Guess what, though? I don't think that really matters. Not in the long run. It's hard and it's sad to experience things like that, and I wish there was a magic antidote, but there just isn't. I'm really sorry if this is a spoiler, but life can suck and so far I haven't seen any unicorns. Guess what I have seen? People. People who make every sad, hard, difficult thing worth it because they are magical and beautiful and *cough* even better than unicorns.
My 7th graders read The Outsiders by S.E. Hinton at the end of the school year. If you haven't read it, you've spared yourself some tears but you're also missing out on an amazing book. There's a part in the story where a boy reads a letter that was written to him by a friend before this friend died.
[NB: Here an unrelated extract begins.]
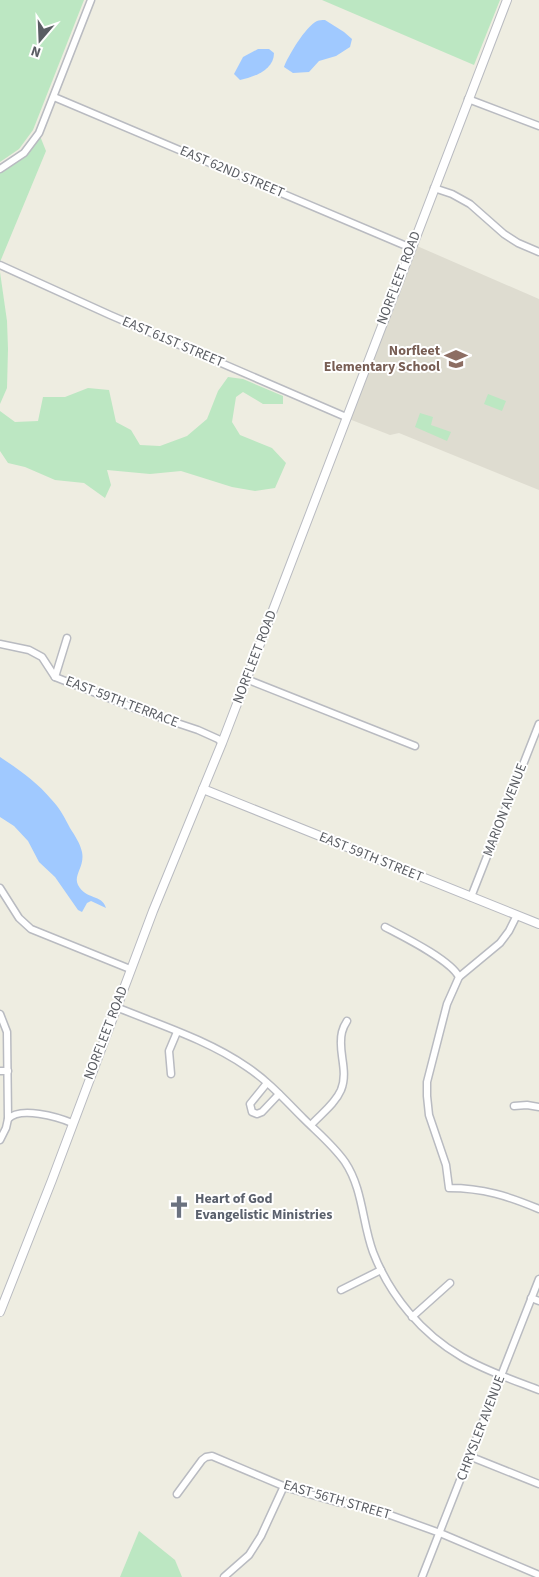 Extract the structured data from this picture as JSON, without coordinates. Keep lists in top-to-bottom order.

In the letter, he reads, "There's still a lot of good in the world. Tell Dally. I don't think he knows."
There's still a lot of good in the world.
That one sentence has been stuck in my mind for months, and it's kind of become my new mantra because it's freaking awesome. When I'm sitting in the chemo chair trying to forget where I am, I think, there's still a lot of good in the world, and I focus on making it through those few hours. When I wake up and can't think of a reason to get out of bed and try, I think, there's still a lot of good in the world, and I buck up and find something to do. When I watch the news and just want to slap everyone in the face for being stupid, I think, there's still a lot of good in the world, and I want to slap them a little less.
We have to focus on the good. There's so much bad in the world and in our lives that it clouds out everything else. It makes it so hard to find happy moments and reasons to keep going, but the good is there. The bad in the world tends to yell and shove itself in your face. The good is quieter. It's always there, behind the hurt and the sadness, but it doesn't broadcast itself. We don't hear about good on the news everyday and it's not blowing up our Facebook feeds. Why? Because so often the good that gives us the strength to keep going isn't some huge, newsworthy event. The good parts of life come to us in little moments, little glimpses when we can see just how wonderful life can be. Moments like driving through a field of Aspen trees and loving the wind on your face. Moments like hearing a song that somehow matches exactly how you're feeling. Moments like laughing with a car full of friends because they hate laundry too. Moments like buying 7 things of shaved ice and spilling them all over the car on the drive home. Moments like flirting with a drop-dead gorgeous man. Moments like laughing uncontrollably at stupid internet puns. Moments like eating half a watermelon with a fork. Moments like looking around at a family barbecue and realizing you're so lucky that these people are yours. Just moments. Those little things that make you smile and make your heart beat a little faster - look for those moments!
It's okay to have hard days. It's normal to have worries. I'm pretty sure I'm not the only one whose life is going maybe 62% according to plan. I can't know and can't take away all of your hard times. Heck, I can't even do that for myself. But what I can do is tell you that there's still a lot of good in the world. Keep going. If you didn't find a happy moment today, look for one tomorrow. Call a friend who makes you smile. Read your favorite book. Watch a Will Smith movie. Jump into a pool. I can't promise you'll find unicorns, but I do know that you can find the good if you look hard enough. Find the good. And once you find it, help someone else find it, too, because maybe their good is hiding behind a wall of bad. We can't let each other forget that the good is still out there. Who knows? Maybe you can be the good in someone's day. Be the person who reminds them that there's still good in the world. There's always a reason to smile and there's always a reason to keep fighting. That's pretty magical. Maybe even more magical than a unicorn.